Kvevri are effective vessels for fermenting and storing wine because they are buried in the ground, which controls the temperature. Natroshvili consulted experts about ways to control the temperature in his above-ground marani, but they just shrugged their shoulders. Nothing like this had ever been done.

“I am a doctor, not a winemaker,” Natroshvili admits. “I am a wine lover who makes wine,” he adds.

With 10 grape varieties going through the magical process of becoming high-in-the-sky wine, Natroshvili considered the question of food. His family has a gorgeous duplex flat, with a near-360-degree view of the city. They started serving bread and cheese to their wine drinking guests, but that soon morphed into a family restaurant concept. (The restaurant is located on the apartment’s bottom floor, while the family lives upstairs.)

After a rigorous selection process he found the right chef who could whip up authentic home-style cooking with the astuteness to adjust to the seasons and the integrity to maintain a high standard of quality and consistency. Like good wine begins in the vineyard, good food, Natroshvili says, begins in the orchards and farms. Only the freshest ingredients are used in the recipes.

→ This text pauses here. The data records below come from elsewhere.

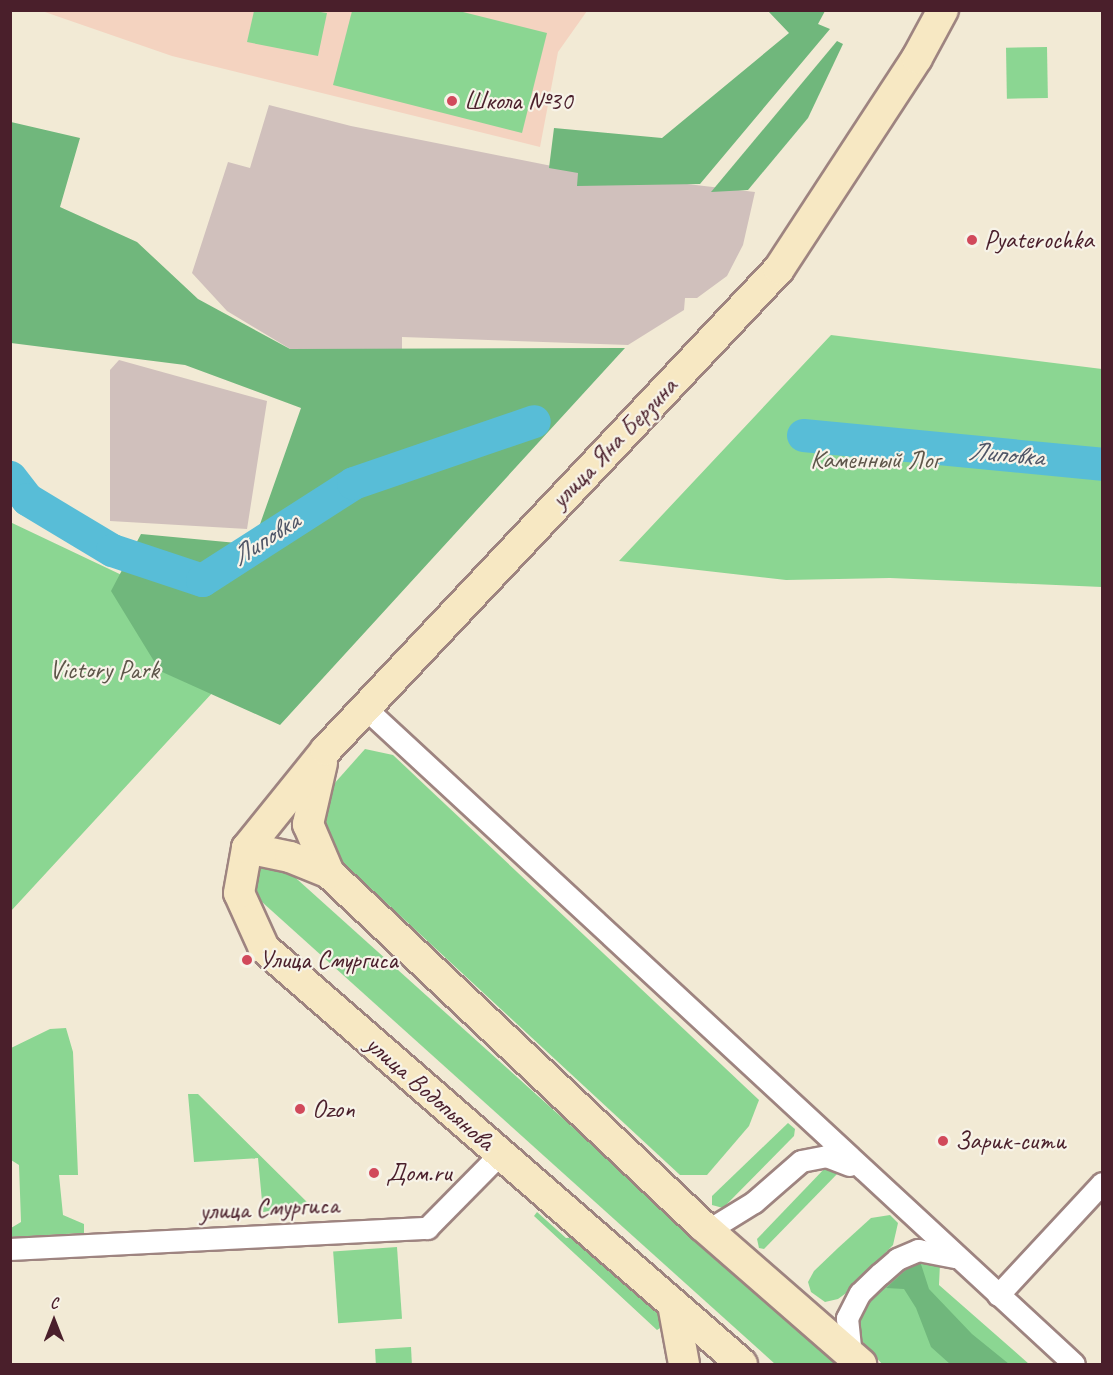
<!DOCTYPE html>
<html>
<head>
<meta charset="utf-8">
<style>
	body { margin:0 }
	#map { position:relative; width:1113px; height:1375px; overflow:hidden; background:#f2ead5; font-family:Caveat,sans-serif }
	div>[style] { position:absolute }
	.built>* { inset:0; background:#f4d3c0 }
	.industrial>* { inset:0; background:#d0c0bc }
	.green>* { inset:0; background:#8bd692; transform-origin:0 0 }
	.forest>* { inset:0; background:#70b77c }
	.river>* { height:33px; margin:-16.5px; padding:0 16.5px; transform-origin:16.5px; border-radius:16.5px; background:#58bdd7 }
	.roads { filter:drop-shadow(2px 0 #9e8480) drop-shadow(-2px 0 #9e8480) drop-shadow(0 2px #9e8480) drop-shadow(0 -2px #9e8480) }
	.minor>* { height:21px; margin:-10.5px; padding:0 10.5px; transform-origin:10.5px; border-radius:10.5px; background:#fff }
	.secondary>* { height:30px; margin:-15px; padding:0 15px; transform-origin:15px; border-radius:15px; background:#f7e8c3 }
	.dots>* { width:16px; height:16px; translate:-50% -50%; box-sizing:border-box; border:3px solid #f7f3e8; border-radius:50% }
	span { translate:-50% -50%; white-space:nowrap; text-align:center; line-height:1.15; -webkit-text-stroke:4.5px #f7f3e8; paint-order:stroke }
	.poi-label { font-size:26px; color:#4a1f2b }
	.left { translate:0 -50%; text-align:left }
	.street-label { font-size:26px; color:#4a1f2b }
	.park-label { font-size:26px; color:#5e564a }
	.water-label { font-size:27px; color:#4f5667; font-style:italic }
	.frame { position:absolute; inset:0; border:12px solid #4a1f2b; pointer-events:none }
	.north { position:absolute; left:24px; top:1291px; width:60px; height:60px; -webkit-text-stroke:4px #f7f3e8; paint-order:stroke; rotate:0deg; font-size:16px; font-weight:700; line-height:24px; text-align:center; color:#4a1f2b }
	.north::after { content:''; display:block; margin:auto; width:21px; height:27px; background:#4a1f2b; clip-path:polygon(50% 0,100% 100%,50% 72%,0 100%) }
</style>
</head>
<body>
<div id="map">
	<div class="built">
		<div style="clip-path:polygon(42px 11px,587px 11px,558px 52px,540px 147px,172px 56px)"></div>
	</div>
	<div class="industrial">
		<div style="clip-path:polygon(269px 105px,351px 126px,577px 171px,755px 192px,743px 245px,727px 276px,697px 298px,685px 298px,684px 310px,628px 345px,402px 337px,402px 376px,332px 374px,227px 311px,192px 273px,228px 162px,250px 168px)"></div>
		<div style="clip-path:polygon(119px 360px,267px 401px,247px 529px,110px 521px,110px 370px)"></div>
	</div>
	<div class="green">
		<div style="clip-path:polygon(314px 11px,327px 13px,318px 56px,247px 42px,254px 11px)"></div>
		<div style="clip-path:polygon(352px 11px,459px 11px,547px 33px,522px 133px,333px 85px)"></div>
		<div style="left:1047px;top:47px;width:51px;height:41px;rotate:89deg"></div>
		<div style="clip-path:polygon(831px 335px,1102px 369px,1102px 587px,890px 578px,786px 580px,619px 561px)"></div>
		<div style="clip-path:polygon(10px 522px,147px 587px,285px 614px,11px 911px)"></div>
		<div style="clip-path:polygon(365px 749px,393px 755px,759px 1100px,749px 1126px,707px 1175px,680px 1175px,325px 846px,319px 812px,333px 785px)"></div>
		<div style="clip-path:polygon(265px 862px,278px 862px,836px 1364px,775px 1364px,262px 902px,252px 880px)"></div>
		<div style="clip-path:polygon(66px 1028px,73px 1052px,78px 1175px,59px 1175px,63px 1215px,84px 1224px,84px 1233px,11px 1237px,11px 1228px,21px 1222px,19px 1165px,11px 1160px,11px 1048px,50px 1029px)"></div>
		<div style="clip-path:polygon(188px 1094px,198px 1094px,311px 1206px,263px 1212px,258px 1158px,194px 1162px)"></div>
		<div style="clip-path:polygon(788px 1123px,795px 1129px,794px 1136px,723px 1208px,712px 1205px,712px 1196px)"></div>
		<div style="clip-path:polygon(826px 1167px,840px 1171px,764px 1249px,759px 1248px,757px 1239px)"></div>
		<div style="clip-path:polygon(537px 1212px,566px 1238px,577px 1237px,655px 1309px,665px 1325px,657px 1330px,534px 1216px)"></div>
		<div style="clip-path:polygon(890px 1215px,898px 1223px,893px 1245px,849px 1291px,838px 1299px,825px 1302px,811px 1292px,808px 1282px,814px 1271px,838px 1248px,871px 1218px)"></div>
		<div style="left:397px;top:1247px;width:72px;height:64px;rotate:86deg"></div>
		<div style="clip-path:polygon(928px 1257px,940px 1264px,939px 1285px,1029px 1364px,882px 1364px,864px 1344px,857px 1328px,860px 1311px,910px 1260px)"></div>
		<div style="left:411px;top:1347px;width:17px;height:36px;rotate:87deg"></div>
	</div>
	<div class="forest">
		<div style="clip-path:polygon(768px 11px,825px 11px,818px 24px,830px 29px,700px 184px,577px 186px,578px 173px,549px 168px,554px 128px,662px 138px,789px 33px)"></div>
		<div style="clip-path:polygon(837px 41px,843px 44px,808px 118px,748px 190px,711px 192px)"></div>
		<div style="clip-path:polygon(11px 122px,80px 138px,60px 207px,137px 242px,198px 299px,290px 349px,625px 348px,280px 725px,160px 671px,111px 591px,141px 534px,237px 543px,259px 527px,301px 408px,185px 365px,11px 343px)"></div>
		<div style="clip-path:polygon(919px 1258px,929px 1289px,972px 1334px,1009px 1364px,950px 1364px,931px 1347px,916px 1308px,904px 1289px,886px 1288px)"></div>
	</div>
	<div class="river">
		<div style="left:803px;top:435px;width:300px;rotate:5.5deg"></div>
		<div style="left:10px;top:477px;width:28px;rotate:52deg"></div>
		<div style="left:27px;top:499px;width:99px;rotate:31deg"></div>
		<div style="left:112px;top:550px;width:95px;rotate:18.4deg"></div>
		<div style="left:202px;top:580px;width:179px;rotate:-32.7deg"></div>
		<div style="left:353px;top:483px;width:191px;rotate:-18.9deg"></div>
	</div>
	<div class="roads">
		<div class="minor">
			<div style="left:364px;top:707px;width:967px;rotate:42.78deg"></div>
			<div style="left:703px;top:1226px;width:12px"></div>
			<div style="left:715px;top:1226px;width:46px;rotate:-31.6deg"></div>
			<div style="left:754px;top:1202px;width:62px;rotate:-41.1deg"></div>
			<div style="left:801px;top:1161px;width:25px;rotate:-11deg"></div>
			<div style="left:826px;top:1156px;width:25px;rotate:21deg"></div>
			<div style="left:10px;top:1249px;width:418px;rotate:-2.9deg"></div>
			<div style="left:427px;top:1228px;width:104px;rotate:-45.4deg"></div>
			<div style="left:998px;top:1295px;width:153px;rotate:-47.1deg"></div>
			<div style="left:851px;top:1356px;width:38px;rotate:-96deg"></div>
			<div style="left:847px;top:1318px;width:28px;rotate:-63deg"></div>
			<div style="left:860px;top:1293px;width:28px;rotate:-44deg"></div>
			<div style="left:880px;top:1274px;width:23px;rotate:-41deg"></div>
			<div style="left:897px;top:1259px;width:23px;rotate:-23deg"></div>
			<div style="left:918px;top:1250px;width:37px;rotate:11deg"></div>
		</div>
		<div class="secondary">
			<div style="left:322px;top:763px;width:63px;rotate:102.9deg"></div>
			<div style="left:308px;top:824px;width:53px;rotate:66.8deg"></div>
			<div style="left:329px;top:873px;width:514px;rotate:43.35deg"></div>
			<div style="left:703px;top:1226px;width:210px;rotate:41.1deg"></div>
			<div style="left:247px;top:848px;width:44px;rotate:11.8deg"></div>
			<div style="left:290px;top:857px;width:42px;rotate:22.3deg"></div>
			<div style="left:673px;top:1304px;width:61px;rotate:79.6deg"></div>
			<div style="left:742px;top:1364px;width:634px;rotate:-138.97deg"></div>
			<div style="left:264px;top:948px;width:60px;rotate:-114.4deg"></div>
			<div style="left:239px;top:893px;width:46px;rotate:-79.9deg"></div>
			<div style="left:247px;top:848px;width:126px;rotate:-51.1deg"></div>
			<div style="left:326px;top:750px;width:661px;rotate:-46.72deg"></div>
			<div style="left:779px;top:269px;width:252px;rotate:-56.8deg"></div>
			<div style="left:917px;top:58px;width:55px;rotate:-61.6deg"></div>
		</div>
	</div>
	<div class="dots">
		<div style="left:452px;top:101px;background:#d1495b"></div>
		<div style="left:972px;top:240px;background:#d1495b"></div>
		<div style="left:247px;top:960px;background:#d1495b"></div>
		<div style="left:300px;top:1109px;background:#d1495b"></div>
		<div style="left:943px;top:1141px;background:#d1495b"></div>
		<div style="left:374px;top:1173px;background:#d1495b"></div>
	</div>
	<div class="poi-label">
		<span class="left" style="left:464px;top:101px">Школа №30</span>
		<span class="left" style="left:984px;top:240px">Pyaterochka</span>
		<span class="left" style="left:259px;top:960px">Улица Смургиса</span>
		<span class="left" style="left:312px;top:1109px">Ozon</span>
		<span class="left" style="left:955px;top:1141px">Зарик-сити</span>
		<span class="left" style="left:386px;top:1173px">Дом.ru</span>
	</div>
	<div class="street-label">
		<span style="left:614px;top:443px;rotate:-46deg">улица Яна Берзина</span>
		<span style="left:430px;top:1093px;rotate:41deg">улица Водопьянова</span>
		<span style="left:269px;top:1208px;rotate:-3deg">улица Смургиса</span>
	</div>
	<div class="park-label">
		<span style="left:875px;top:460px">Каменный Лог</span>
		<span style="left:104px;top:670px">Victory Park</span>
	</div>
	<div class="water-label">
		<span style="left:1006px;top:454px;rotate:5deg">Липовка</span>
		<span style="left:265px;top:539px;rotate:-33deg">Липовка</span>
	</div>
	<div class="frame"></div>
	<div class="north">С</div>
</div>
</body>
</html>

“We have three values: in vino veritas; people who love to eat are always the best people, to quote Julia Child; and guests are gifts from God,” Natroshvili explains.

On a recent visit we went with a simple fried sea bream, a fish not often found on local menus as trout is the favored catch in Georgia. It was light and flaky and cooked to perfection and paired well with Bina 37’s tsitska wine, a crispy white with nutty undertones. We also couldn’t resist dipping into the Megrelian dishes the winter menu offers.

The kharcho was mildly spicy with tender veal and a thick, rich walnut stew. The kuchmachi seemed like it came straight out of aunt Nino’s kitchen. No frills, not even the obligatory pomegranate seed garnish; simply a deep, hearty consort of pork innards and earthy spices. It would have been a mortal sin not to order elargi to accompany these, as nothing goes better with vivacious west Georgian meat dishes than the gooey virtue of cheesy grits. Naturally, we had the saperavi with this, which will be exciting in a year or so, after it matures more.

We were surprised to see khinkali on the menu as it is not a wine-friendly dish, but then there is a chacha still on the terrace, which makes perfect sense. The dough for the plump dumplings is made by hand in true mountain style.

Bina 37 is not a budget restaurant. It is quirky for sure – bonkers, even – but still, it’s not the novelty you are paying for. Okay, there are three booths in what was designed to be a living room. One private balcony has a table for six. When the weather warms up, the terrace provides one of the best dining locations in the city. You are somewhere between a private guest and customer. Some might find being in that frontier discomforting, but in a city full of traditional Georgian fare, it is honest originality that conquers.

We asked Dr. Natroshvili if his son wasn’t a bit put off losing his swimming pool to a marani full of wine. He explained that his son cracked open his piggy bank, full of his life’s savings, and chose on his own to invest in a kvevri and fill it with saperavi grapes. His investment paid off and the nine-year old has become a full-fledged winemaker, even though he is not allowed to drink it yet.